Your assignment: Return all lines of the data in which the string "Input" occurs.

Records contained in a dataset:
######

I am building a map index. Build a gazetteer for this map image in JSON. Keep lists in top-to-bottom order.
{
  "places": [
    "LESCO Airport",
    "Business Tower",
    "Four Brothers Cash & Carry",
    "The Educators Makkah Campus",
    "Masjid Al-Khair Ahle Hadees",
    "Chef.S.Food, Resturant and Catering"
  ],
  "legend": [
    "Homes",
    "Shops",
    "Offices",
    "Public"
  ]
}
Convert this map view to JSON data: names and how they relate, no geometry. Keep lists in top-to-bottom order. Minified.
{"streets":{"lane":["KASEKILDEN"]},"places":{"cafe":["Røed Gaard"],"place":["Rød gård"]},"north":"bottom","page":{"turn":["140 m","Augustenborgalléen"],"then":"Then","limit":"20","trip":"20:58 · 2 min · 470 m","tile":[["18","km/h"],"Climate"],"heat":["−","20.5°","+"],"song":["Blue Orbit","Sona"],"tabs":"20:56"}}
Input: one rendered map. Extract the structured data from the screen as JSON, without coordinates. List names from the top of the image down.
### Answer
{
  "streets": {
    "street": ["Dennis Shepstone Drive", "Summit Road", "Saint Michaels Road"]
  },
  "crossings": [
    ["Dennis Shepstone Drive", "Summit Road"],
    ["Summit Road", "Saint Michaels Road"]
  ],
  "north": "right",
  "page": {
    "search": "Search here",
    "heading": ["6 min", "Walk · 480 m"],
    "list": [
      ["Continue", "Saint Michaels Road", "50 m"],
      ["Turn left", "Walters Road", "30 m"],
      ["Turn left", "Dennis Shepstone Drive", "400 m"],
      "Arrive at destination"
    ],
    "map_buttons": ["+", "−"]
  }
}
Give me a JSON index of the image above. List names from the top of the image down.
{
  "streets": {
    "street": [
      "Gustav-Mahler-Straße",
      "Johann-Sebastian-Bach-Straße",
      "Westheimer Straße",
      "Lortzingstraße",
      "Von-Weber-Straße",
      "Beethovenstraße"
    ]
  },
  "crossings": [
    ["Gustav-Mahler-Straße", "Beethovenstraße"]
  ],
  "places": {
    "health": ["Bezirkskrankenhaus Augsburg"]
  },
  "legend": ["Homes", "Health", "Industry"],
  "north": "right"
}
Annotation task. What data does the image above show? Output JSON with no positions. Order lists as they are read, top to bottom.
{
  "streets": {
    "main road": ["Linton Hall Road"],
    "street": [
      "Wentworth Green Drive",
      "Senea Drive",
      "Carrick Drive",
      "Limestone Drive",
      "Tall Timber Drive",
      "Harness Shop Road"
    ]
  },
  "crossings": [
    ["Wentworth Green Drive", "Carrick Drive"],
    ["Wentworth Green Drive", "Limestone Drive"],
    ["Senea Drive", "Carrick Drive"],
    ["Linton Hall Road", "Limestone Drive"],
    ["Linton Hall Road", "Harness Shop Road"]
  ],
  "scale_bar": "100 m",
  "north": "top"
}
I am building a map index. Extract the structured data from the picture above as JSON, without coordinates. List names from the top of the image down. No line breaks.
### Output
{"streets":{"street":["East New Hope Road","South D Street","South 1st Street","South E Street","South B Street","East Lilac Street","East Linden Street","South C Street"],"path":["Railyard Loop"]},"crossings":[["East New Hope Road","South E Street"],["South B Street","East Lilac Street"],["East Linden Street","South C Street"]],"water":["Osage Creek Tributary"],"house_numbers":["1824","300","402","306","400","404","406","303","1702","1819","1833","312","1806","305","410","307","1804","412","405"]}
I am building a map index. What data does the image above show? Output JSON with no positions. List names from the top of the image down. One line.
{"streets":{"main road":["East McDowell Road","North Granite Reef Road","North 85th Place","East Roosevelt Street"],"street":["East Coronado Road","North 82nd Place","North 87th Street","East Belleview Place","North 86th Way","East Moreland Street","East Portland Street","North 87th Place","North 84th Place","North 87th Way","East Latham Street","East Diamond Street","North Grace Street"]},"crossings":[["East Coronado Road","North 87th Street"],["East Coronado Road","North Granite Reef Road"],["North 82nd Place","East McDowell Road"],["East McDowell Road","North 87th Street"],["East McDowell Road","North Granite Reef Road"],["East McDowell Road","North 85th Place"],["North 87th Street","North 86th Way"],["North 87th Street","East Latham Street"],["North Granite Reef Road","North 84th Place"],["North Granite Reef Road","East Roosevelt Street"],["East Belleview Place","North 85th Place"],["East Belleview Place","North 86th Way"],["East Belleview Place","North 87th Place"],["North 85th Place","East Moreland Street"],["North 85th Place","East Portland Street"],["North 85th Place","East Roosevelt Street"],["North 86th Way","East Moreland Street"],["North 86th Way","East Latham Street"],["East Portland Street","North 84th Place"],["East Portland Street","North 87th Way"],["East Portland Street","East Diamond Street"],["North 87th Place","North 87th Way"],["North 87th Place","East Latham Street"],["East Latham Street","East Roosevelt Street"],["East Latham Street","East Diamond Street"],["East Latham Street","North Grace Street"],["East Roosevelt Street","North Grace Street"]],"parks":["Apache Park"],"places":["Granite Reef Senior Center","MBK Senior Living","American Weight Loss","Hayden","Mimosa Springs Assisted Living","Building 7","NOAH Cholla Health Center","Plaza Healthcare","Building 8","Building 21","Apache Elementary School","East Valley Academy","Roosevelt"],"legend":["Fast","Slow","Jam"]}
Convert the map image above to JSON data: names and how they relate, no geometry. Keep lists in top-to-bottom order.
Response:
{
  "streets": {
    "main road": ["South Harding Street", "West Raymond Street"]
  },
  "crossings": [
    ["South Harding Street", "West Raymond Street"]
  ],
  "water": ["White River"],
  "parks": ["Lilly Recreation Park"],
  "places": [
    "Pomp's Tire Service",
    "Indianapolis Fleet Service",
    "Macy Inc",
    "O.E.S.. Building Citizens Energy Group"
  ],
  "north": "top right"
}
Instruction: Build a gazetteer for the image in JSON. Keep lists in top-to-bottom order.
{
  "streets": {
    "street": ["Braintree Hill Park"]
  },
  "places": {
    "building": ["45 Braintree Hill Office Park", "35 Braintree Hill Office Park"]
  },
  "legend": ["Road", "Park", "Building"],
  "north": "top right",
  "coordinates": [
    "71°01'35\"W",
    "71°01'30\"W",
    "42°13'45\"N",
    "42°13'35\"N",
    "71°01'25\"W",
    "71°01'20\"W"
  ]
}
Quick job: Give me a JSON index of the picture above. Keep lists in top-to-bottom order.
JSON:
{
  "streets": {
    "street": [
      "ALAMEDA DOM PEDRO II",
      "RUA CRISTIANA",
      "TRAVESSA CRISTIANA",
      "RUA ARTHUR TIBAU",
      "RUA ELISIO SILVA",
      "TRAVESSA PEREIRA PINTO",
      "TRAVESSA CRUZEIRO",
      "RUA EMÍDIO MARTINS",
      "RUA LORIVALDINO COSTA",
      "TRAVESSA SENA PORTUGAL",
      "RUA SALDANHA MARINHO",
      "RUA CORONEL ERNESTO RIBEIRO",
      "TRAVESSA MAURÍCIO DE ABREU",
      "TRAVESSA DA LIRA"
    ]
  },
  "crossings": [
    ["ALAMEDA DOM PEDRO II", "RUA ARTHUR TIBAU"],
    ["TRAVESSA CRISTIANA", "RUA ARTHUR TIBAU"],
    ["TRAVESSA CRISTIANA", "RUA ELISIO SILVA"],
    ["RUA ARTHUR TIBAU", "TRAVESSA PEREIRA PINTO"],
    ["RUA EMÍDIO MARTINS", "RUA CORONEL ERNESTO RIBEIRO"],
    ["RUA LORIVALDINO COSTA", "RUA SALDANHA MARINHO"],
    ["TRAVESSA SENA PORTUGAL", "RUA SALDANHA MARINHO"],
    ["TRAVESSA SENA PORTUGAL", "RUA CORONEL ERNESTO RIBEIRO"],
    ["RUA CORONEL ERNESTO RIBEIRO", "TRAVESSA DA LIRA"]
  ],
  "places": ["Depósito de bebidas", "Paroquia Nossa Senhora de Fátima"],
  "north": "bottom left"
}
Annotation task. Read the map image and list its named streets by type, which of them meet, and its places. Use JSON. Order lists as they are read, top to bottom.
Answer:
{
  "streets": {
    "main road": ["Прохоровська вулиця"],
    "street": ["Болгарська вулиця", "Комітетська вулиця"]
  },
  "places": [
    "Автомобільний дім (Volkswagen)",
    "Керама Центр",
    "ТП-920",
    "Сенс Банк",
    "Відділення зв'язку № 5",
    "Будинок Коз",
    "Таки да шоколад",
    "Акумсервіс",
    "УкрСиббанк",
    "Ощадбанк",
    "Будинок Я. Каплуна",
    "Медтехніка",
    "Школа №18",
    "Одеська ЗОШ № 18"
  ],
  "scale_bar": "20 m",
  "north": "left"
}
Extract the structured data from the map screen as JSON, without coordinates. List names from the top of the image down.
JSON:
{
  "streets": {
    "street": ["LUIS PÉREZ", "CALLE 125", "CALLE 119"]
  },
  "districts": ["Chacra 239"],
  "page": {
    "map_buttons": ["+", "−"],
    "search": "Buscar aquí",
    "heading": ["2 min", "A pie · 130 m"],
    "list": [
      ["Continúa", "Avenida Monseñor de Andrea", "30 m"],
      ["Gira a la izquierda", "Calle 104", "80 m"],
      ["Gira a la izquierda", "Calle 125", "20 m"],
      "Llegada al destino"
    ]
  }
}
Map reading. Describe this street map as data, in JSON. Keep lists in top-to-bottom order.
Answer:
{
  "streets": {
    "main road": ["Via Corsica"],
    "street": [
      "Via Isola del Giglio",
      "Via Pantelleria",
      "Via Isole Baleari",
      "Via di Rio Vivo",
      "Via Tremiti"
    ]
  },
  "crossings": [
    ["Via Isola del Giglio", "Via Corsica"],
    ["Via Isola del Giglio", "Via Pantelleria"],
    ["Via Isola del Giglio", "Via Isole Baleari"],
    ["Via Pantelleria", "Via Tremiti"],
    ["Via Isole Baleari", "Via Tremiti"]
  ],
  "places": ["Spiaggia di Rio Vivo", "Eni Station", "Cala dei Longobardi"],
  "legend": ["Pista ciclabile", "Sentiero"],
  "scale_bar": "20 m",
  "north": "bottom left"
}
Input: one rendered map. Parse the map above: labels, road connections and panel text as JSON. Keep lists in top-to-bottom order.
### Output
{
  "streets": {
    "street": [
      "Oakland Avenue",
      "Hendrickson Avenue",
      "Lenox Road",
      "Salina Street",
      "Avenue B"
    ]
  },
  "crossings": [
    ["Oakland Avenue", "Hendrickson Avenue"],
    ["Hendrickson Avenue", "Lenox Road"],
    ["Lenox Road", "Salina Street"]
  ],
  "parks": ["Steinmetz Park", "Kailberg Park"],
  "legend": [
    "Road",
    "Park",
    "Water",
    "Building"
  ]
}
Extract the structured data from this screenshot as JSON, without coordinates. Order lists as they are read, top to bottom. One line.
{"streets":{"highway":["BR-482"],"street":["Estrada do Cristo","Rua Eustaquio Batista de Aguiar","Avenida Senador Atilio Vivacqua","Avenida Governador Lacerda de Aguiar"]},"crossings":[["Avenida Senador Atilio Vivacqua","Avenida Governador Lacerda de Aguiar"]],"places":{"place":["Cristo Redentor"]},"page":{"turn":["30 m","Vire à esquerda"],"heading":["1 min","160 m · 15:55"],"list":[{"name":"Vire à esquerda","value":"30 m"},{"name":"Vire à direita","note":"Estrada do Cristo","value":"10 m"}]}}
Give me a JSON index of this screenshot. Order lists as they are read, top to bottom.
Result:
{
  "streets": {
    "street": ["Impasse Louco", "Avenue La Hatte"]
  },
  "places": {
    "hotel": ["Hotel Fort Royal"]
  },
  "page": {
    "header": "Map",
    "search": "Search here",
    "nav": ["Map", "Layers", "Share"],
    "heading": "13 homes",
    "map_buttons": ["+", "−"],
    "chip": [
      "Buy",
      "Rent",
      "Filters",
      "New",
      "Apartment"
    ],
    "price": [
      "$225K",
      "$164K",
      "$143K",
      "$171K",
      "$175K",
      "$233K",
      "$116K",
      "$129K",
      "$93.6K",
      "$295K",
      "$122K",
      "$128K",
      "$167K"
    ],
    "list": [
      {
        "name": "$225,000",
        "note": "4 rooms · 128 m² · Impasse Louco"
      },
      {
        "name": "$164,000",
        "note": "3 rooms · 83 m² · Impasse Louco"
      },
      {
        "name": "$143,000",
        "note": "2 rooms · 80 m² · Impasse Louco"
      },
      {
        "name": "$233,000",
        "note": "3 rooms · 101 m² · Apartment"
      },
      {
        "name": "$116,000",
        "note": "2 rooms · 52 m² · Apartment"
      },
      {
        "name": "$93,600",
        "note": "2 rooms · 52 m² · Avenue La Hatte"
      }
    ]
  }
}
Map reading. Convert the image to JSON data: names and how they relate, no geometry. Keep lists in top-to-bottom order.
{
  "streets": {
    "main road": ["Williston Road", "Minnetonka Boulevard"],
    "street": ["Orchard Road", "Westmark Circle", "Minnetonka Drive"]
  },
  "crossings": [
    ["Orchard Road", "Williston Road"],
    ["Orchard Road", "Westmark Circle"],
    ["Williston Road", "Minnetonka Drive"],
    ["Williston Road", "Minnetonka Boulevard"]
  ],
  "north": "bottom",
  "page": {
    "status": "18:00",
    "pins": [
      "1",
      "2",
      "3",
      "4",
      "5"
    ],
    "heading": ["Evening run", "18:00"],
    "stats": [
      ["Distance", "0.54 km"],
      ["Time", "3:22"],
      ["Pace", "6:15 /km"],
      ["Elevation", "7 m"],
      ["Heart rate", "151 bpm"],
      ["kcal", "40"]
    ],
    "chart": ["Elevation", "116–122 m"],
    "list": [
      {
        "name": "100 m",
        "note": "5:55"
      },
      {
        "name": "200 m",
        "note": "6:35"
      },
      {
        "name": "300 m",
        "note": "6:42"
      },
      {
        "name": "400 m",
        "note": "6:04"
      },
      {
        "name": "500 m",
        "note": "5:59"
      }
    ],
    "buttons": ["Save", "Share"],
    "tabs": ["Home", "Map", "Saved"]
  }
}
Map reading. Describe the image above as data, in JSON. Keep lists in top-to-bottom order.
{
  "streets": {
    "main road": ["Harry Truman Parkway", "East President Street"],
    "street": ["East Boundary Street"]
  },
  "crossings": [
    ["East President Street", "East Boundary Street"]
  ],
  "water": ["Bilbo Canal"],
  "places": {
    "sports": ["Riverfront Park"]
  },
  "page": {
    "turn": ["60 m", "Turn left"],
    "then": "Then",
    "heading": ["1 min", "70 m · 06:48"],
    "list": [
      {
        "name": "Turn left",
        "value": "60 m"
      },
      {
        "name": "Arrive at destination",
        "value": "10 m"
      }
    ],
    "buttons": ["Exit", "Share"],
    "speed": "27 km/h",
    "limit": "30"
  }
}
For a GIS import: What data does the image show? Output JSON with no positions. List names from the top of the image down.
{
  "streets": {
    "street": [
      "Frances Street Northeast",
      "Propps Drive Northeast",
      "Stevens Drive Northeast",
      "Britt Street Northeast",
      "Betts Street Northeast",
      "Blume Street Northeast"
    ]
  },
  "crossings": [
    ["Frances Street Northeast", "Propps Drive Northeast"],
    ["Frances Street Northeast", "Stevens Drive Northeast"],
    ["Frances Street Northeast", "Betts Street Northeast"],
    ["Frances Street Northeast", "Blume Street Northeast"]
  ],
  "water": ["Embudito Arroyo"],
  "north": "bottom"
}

######

Answer for this exercise:
Input: one rendered map. Extract the structured data from the screen as JSON, without coordinates. List names from the top of the image down.
Input: one rendered map. Parse the map above: labels, road connections and panel text as JSON. Keep lists in top-to-bottom order.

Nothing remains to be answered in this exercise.